- **What is being asked**:
Copy out each line of the material in which the word "serif" appears.

(Exercise input)

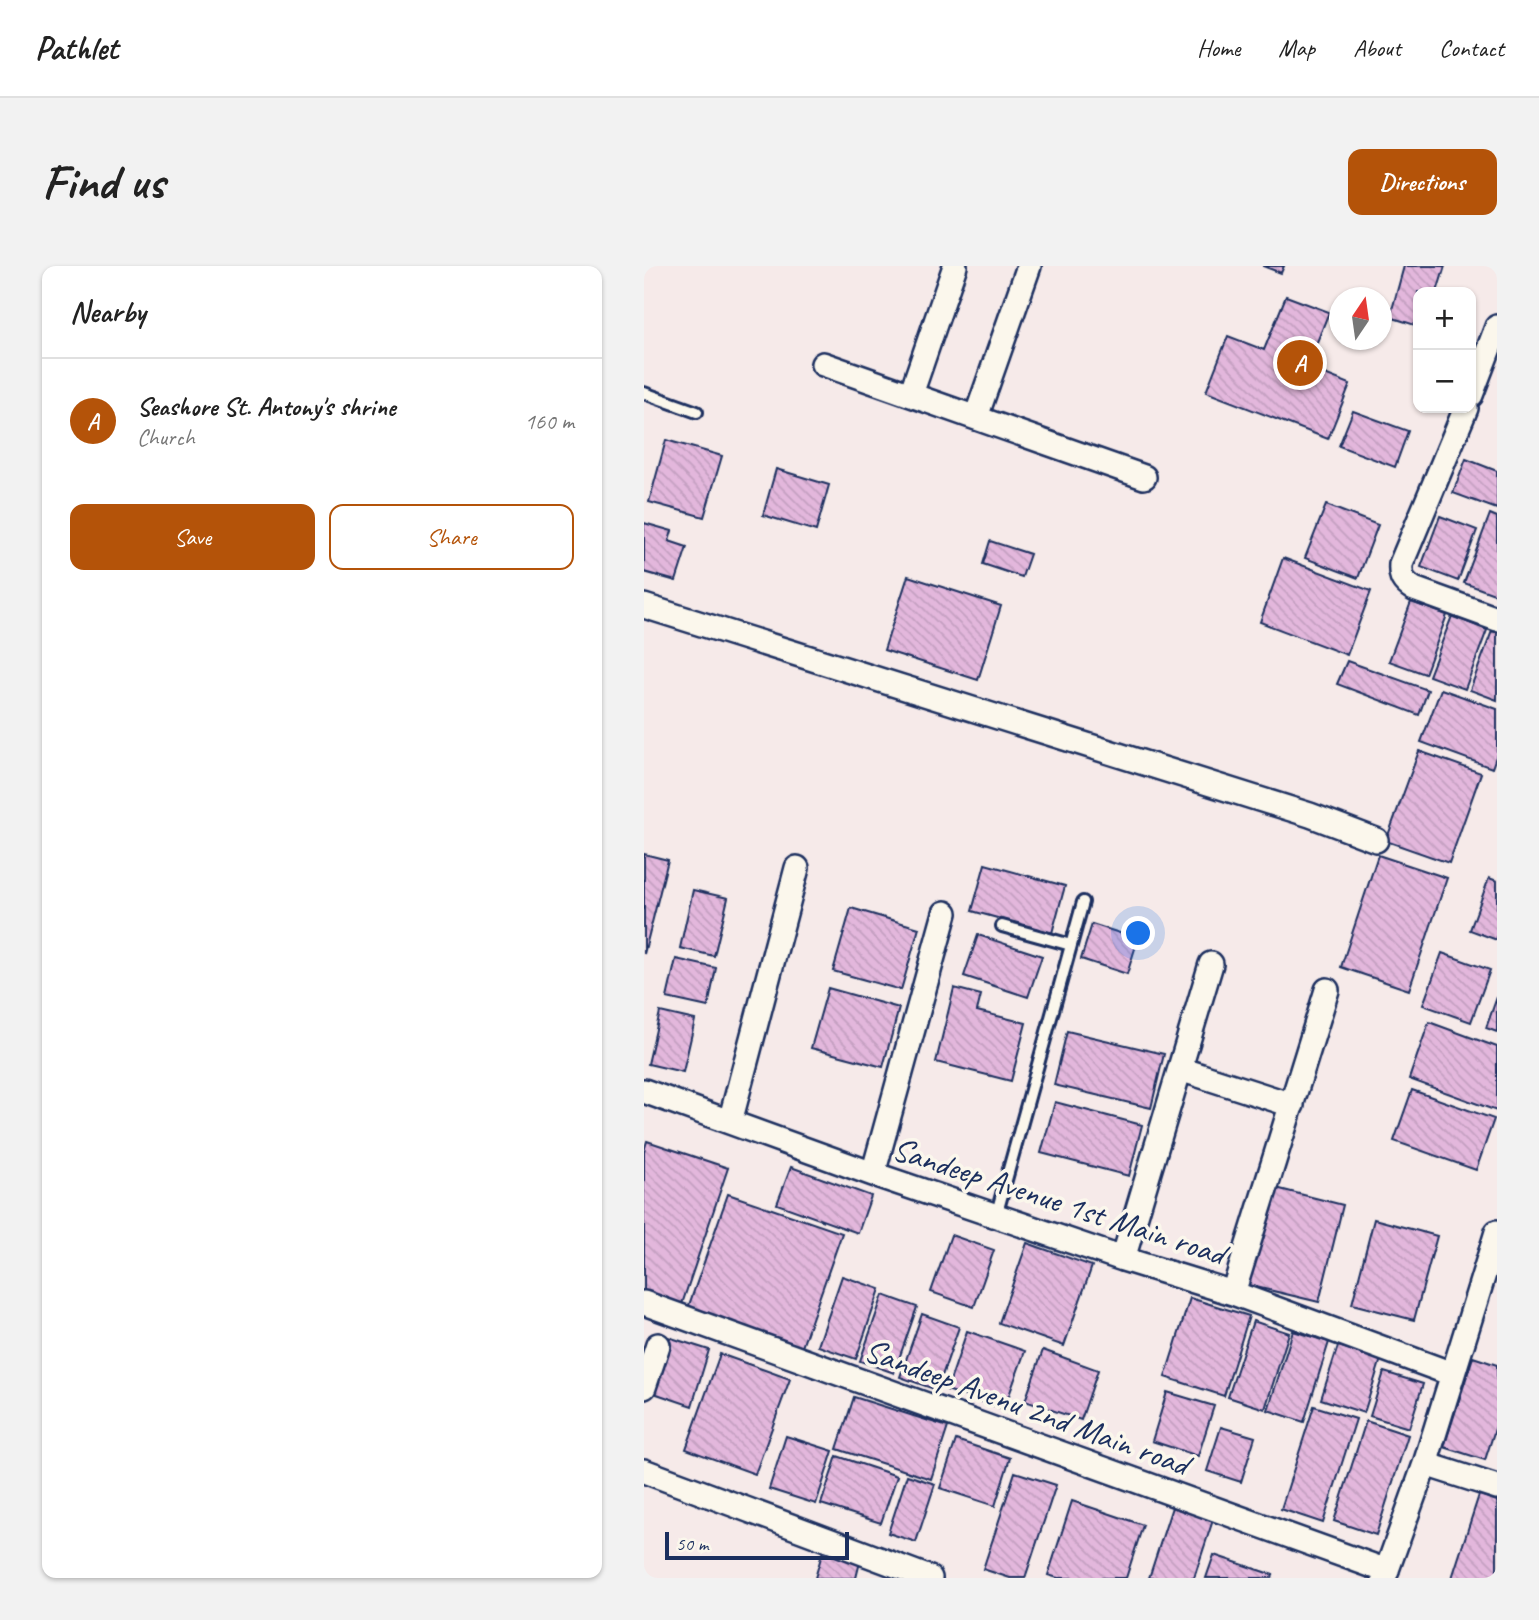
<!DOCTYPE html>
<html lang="en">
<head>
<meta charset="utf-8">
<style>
  :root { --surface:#fff; --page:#f2f2f2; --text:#222; --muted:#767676; --line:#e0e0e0; --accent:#b45309 }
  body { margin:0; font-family:Caveat,sans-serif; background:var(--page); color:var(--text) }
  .controls { position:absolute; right:21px; top:21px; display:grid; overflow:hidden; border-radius:14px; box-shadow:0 2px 5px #0004 }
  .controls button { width:63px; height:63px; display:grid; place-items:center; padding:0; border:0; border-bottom:2px solid var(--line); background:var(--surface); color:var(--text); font:35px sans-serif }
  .compass { position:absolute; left:685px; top:21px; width:63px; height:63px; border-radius:50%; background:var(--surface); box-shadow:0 2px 5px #0004; rotate:13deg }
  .scale { position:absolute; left:21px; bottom:18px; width:184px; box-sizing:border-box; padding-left:7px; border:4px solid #1b2f5e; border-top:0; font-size:19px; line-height:24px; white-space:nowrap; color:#1b2f5e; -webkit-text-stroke:5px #fbf7ec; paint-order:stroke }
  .you { position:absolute; left:495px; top:668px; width:24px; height:24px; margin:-18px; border:5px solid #fff; border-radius:50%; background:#1a73e8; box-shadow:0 0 0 10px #1a73e833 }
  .badge { display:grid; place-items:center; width:46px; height:46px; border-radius:50%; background:var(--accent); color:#fff; font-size:23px; font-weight:700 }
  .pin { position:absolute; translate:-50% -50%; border:4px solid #fff; box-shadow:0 2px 7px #0006 }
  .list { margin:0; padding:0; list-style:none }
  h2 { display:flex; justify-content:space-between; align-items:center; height:91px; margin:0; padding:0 28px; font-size:30px }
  h2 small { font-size:23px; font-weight:400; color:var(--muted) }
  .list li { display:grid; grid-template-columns:46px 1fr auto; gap:21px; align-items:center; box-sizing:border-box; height:126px; padding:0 28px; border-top:2px solid var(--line) }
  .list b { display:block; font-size:26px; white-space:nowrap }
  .list p { margin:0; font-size:23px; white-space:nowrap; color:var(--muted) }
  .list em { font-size:23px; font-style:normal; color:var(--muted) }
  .actions { display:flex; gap:14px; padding:21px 28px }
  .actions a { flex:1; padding:16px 0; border:2px solid var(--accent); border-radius:14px; text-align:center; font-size:24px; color:var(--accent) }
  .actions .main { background:var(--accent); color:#fff }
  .map { position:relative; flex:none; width:853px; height:1312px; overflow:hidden; border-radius:14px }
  header { display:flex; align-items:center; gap:42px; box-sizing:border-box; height:98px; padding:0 35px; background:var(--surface); border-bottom:2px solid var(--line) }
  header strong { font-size:33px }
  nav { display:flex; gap:38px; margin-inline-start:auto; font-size:24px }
  .intro { display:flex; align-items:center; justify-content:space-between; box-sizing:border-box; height:168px; padding:0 42px }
  h1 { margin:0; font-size:49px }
  .button { padding:18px 32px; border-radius:14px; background:var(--accent); color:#fff; font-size:24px; font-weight:700 }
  main { display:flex; gap:42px; padding:0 42px }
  aside { flex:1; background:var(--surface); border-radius:14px; box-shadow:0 2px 5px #0004 }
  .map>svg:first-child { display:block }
  .building { fill:url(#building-back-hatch); stroke:#1b2f5e; stroke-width:2 }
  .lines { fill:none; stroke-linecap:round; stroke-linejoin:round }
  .service-casing { stroke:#1b2f5e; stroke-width:16 }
  .minor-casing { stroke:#1b2f5e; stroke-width:28 }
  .service { stroke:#fbf7ec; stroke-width:10 }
  .minor { stroke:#fbf7ec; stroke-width:23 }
  .labels { text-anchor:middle; stroke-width:7; stroke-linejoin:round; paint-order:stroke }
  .street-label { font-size:33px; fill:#1b2f5e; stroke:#fbf7ec }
</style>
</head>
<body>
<header>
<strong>Pathlet</strong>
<nav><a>Home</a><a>Map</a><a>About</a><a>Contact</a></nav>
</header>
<div class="intro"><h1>Find us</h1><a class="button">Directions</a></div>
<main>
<aside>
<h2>Nearby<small></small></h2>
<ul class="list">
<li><span class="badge">A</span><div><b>Seashore St. Antony's shrine</b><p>Church</p></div><em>160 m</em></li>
</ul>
<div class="actions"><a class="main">Save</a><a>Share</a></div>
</aside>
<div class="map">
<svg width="853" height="1312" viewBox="0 0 853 1312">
  <defs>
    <pattern id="building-back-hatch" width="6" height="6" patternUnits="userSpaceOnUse" patternTransform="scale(1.75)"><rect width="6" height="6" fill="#e3b7dc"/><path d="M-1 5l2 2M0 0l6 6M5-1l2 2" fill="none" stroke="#c29ebf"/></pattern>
  </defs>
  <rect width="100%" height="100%" fill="#f6eae9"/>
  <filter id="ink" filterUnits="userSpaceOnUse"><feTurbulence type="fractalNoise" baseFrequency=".0143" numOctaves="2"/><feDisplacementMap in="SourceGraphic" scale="14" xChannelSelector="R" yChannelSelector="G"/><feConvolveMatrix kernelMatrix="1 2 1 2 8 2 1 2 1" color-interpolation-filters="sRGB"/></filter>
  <g filter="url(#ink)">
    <path class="building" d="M619,0h21l-3,7z
      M760,0h41l-8,26h-19v34l-28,-9z
      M642,30l43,16 -22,55 43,17 -22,55 -122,-47 22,-56 36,14z
      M709,145l55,20 -13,36 -56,-21z
      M22,174l56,16 -18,61 -55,-15z
      M822,193l31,12v38l-44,-16z
      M132,203l53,16 -13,46 -53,-16z
      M682,239l52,20 -20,53 -53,-20z
      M846,248l7,3v78l-33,-12z
      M796,250l37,14 -19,51 -37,-14z
      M0,257l28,8 -3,10 18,6 -11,34 -32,-9z
      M346,275l40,13 -8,23 -39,-13z
      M639,292l88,33 -24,64 -87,-33z
      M264,310l93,30 -23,74 -94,-30z
      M767,336l36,13 -22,59 -36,-13z
      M808,350l35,14 -22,59 -36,-13z
      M848,365l5,1v68l-27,-10z
      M703,395l81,29 -9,25 -82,-31z
      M797,423l56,20v45l-5,14 -71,-26z
      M775,485l62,22 -32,90 -63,-22z
      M0,588l24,6 -24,94z
      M734,589l69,23 -38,112 -68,-23z
      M341,598l80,22 -13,47 -80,-22z
      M845,612l8,3v59l-27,-10z
      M49,624l35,8 -14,58 -34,-8z
      M207,642l68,20 -18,62 -68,-19z
      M448,658l46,15 -11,35 -46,-15z
      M334,669l64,21 -14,41 -64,-21z
      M798,687l48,17 -19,52 -48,-17z
      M32,693l40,9 -8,39 -41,-9z
      M184,722l71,20 -16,59 -72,-19z
      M310,722l27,7 -4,16 49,12 -15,58 -75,-19z
      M853,731v35l-11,-4z
      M16,746l35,8 -12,52 -35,-8z
      M785,756l68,25v64l-88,-32z
      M423,765l97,23 -13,54 -97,-23z
      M768,824l82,29 -18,51 -82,-29z
      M411,836l87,23 -13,51 -88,-23z
      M3,875l81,27 -46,136 -38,-13v-140z
      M147,901l80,29 -13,37 -81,-29z
      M628,921l71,18 -24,97 -71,-17z
      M84,928l114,39 -40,114 -114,-39z
      M730,953l63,17 -23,84 -62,-16z
      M307,969l43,15 -20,57 -43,-15z
      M383,977l65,23 -28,80 -65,-23z
      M198,1010l38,13 -24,70 -38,-13z
      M239,1029l34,12 -23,66 -34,-12z
      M546,1032l59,18 -25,80 -59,-19z
      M278,1048l37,13 -22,63 -37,-13z
      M609,1055l36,12 -24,76 -37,-12z
      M323,1065l58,20 -21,58 -57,-19z
      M649,1065l36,11 -25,80 -36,-12z
      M21,1070l44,14 -17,56 -44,-15z
      M694,1080l43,13 -17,54 -43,-14z
      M399,1084l55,20 -17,50 -56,-19z
      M76,1088l70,25 -35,95 -69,-25z
      M829,1091l24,8v58l-12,37 -41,-13z
      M740,1106l39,12 -14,44 -39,-12z
      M523,1126l47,14 -16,50 -46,-15z
      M210,1131l94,30 -17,52 -94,-30z
      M670,1140l42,13 -33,104 -42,-14z
      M722,1155l42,14 -32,100 -42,-14z
      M577,1161l34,10 -14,45 -34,-11z
      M142,1170l47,15 -17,53 -47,-15z
      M312,1174l54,18 -15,48 -55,-18z
      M193,1190l60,20 -16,47 -60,-19z
      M371,1206l41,13 -31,93h-15l-27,-9z
      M263,1209l28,9 -19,58 -28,-9z
      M835,1229l18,6v77h-45z
      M428,1235l71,24 -17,53h-68l-10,-3z
      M528,1241l41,13 -19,58h-45z
      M180,1281l37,11 -5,20h-41z
      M570,1289l59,20 -1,3h-66z"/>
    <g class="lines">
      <g class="service-casing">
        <path id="service" d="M0,127l53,19
          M358,660l69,19
          M352,950l87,-314"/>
      </g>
      <g class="minor-casing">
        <path id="minor" d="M179,98l321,113
          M267,128l44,-128
          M827,129l26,-68
          M822,142l-65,156c-1,13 2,18 13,25l83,30
          M332,151l53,-151
          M0,340l666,209 66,25
          M536,803l112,36
          M0,825l229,83 250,85 110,34 219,81
          M86,856l67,-254
          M229,908l72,-261
          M479,993l88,-295
          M589,1027l94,-303
          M0,1037l743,268
          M0,1121l14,-42
          M781,1198l72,23
          M0,1205l286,107
          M740,1312l41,-114 72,-232"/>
      </g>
      <use href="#service" class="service"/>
      <use href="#minor" class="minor"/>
    </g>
  </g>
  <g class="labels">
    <g class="street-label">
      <text transform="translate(415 934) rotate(18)" y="12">Sandeep Avenue 1st Main road</text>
      <text transform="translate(383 1140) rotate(20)" y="12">Sandeep Avenu 2nd Main road</text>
    </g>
  </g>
</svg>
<div class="controls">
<button>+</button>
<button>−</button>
</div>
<svg class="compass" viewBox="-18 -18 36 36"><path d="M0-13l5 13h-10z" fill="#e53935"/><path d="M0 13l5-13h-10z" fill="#767676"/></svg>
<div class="scale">50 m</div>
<div class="you"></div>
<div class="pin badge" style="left:656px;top:97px">A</div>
</div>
</main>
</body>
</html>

(End Exercise input)

- **Answer space**:
  body { margin:0; font-family:Caveat,sans-serif; background:var(--page); color:var(--text) }
  .controls button { width:63px; height:63px; display:grid; place-items:center; padding:0; border:0; border-bottom:2px solid var(--line); background:var(--surface); color:var(--text); font:35px sans-serif }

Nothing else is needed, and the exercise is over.